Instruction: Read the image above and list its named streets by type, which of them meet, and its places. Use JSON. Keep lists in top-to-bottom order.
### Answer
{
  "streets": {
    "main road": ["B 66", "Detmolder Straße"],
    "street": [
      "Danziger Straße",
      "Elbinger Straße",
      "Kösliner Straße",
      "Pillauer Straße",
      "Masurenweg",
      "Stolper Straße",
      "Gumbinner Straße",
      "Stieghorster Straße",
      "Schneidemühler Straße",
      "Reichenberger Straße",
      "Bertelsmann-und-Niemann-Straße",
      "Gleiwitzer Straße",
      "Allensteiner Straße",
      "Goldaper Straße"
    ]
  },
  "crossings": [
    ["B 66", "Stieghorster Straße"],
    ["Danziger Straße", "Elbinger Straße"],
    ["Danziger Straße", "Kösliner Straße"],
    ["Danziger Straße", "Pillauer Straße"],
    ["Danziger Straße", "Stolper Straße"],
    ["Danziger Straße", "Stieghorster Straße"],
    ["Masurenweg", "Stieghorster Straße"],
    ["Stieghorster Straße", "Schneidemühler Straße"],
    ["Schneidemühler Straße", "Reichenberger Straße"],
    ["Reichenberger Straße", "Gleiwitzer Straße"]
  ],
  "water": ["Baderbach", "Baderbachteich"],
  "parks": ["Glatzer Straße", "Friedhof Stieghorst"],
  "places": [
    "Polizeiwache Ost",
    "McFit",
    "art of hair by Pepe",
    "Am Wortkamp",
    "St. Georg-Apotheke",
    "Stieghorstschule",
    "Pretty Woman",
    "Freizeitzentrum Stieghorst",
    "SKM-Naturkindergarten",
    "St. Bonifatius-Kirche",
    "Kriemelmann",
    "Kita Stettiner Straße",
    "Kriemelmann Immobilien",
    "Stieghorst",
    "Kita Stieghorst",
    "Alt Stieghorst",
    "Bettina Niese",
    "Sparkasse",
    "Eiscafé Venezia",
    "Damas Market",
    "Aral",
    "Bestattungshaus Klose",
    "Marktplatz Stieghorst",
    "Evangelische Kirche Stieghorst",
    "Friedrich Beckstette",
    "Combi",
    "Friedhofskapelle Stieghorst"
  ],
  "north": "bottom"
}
* * * *
§ **WHAT YOU NEED TO DO**
Filter the records down to the lines that contain the string "Stolper", and copy those lines.

§ **RESULT OF THE TASK**
      "Stolper Straße",
    ["Danziger Straße", "Stolper Straße"],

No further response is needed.